── DATA FOR ANALYSIS

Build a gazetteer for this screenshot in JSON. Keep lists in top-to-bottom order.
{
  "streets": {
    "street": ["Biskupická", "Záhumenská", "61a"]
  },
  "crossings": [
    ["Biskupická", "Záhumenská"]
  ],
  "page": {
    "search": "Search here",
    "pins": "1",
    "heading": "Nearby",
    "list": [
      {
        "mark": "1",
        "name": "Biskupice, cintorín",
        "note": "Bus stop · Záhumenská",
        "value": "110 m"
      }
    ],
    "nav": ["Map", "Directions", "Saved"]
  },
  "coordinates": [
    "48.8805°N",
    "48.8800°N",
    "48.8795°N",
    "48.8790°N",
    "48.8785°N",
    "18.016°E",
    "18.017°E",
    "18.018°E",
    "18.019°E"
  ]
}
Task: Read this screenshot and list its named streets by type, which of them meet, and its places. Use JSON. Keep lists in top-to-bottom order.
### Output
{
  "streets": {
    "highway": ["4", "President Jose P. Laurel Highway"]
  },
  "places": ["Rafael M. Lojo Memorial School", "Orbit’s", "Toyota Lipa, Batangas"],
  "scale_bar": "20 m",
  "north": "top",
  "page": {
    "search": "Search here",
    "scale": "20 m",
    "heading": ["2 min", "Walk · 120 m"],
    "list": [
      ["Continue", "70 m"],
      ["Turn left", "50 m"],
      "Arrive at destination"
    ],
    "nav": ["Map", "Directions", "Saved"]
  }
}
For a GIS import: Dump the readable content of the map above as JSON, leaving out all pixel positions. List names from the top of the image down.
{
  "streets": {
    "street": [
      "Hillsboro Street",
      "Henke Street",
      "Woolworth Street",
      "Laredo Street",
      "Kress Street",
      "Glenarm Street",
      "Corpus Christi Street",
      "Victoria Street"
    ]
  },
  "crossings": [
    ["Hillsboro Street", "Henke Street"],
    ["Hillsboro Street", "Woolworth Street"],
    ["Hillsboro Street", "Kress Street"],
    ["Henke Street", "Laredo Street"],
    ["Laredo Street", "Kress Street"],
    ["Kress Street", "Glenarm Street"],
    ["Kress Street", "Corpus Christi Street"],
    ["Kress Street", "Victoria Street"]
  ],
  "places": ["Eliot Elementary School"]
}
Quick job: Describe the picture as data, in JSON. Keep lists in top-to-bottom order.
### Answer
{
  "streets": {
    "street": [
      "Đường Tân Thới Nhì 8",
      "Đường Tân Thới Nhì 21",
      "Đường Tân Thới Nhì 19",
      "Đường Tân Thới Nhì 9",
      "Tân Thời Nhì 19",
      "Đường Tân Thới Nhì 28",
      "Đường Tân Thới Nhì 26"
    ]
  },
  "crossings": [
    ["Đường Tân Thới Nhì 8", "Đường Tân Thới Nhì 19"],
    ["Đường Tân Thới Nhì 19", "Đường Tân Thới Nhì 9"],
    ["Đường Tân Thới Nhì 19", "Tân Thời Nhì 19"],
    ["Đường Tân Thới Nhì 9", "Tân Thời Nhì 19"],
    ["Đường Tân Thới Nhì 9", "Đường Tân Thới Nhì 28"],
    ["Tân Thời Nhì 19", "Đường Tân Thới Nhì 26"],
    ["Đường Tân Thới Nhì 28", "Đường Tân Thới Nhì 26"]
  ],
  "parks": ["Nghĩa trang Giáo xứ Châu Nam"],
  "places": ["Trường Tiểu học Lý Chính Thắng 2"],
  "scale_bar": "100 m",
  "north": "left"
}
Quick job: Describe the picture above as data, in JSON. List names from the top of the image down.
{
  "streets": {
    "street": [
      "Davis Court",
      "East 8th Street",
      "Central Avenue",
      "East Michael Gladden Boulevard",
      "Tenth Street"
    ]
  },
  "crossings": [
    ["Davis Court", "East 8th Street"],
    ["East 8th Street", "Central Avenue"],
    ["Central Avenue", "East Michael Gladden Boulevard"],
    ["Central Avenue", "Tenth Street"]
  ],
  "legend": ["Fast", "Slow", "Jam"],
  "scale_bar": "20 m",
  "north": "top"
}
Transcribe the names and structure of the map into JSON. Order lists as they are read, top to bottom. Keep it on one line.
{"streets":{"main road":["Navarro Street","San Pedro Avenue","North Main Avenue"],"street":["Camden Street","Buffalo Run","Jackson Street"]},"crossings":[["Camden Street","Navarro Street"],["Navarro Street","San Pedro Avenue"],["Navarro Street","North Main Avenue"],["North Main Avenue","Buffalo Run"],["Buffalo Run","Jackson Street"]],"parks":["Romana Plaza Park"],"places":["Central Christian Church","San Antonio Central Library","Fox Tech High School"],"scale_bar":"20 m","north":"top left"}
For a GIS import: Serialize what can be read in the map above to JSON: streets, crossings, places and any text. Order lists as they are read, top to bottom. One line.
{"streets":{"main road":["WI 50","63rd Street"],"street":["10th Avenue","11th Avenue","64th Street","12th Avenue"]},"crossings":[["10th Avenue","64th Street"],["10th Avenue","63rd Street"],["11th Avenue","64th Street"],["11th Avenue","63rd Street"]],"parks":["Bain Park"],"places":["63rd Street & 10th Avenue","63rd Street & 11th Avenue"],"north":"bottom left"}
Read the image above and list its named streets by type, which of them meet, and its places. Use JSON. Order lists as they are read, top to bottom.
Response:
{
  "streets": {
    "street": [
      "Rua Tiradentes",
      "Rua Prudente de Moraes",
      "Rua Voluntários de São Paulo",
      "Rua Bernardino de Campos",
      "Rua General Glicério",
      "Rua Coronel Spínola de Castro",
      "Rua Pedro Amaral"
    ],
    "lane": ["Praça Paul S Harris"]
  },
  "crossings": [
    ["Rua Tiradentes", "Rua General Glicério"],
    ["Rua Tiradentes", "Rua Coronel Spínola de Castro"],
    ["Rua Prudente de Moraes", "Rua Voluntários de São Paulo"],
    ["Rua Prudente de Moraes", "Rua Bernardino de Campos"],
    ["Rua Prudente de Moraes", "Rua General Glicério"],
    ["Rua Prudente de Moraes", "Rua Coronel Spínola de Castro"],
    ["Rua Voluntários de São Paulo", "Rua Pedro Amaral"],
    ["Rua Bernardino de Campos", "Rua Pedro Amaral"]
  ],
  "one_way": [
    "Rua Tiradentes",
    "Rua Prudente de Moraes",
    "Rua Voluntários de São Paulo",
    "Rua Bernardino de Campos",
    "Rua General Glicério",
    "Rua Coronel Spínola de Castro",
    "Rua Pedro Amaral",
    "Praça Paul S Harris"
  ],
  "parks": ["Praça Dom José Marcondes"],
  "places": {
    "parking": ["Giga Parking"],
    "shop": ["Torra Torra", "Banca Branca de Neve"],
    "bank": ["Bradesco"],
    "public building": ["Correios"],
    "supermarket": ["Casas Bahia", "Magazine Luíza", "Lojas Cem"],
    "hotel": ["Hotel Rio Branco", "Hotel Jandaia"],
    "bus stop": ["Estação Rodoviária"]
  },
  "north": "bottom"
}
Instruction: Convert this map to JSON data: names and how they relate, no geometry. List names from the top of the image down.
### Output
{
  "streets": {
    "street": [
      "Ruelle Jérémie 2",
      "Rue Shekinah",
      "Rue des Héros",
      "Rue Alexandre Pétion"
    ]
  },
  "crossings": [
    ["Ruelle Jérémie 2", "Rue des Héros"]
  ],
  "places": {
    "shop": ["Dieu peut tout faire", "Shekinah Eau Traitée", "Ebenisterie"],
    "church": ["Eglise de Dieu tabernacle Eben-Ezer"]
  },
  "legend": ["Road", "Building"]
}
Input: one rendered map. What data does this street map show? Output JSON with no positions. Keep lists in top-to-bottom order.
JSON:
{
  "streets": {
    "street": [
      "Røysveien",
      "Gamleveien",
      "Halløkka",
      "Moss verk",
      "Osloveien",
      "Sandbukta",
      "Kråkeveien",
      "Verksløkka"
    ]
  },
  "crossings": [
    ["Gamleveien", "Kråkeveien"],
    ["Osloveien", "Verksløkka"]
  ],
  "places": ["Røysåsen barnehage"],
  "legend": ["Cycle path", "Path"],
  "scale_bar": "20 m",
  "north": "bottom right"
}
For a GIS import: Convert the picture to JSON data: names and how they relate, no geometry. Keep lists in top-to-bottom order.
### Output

────

Only lines that contain "type" are needed, so copy each of them from the data.

• WRITTEN RESPONSE:
Task: Read this screenshot and list its named streets by type, which of them meet, and its places. Use JSON. Keep lists in top-to-bottom order.
Read the image above and list its named streets by type, which of them meet, and its places. Use JSON. Order lists as they are read, top to bottom.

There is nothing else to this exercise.